- _Required work_
Give every line of the listing back, exactly as written.

*** Record excerpts

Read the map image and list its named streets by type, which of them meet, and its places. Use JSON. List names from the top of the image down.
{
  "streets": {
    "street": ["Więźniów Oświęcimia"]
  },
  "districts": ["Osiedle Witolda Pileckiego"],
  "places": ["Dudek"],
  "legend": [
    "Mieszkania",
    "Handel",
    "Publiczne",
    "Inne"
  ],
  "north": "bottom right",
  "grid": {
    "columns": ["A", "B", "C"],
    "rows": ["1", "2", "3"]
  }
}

******

- _Solution to the exercise_
Read the map image and list its named streets by type, which of them meet, and its places. Use JSON. List names from the top of the image down.
{
  "streets": {
    "street": ["Więźniów Oświęcimia"]
  },
  "districts": ["Osiedle Witolda Pileckiego"],
  "places": ["Dudek"],
  "legend": [
    "Mieszkania",
    "Handel",
    "Publiczne",
    "Inne"
  ],
  "north": "bottom right",
  "grid": {
    "columns": ["A", "B", "C"],
    "rows": ["1", "2", "3"]
  }
}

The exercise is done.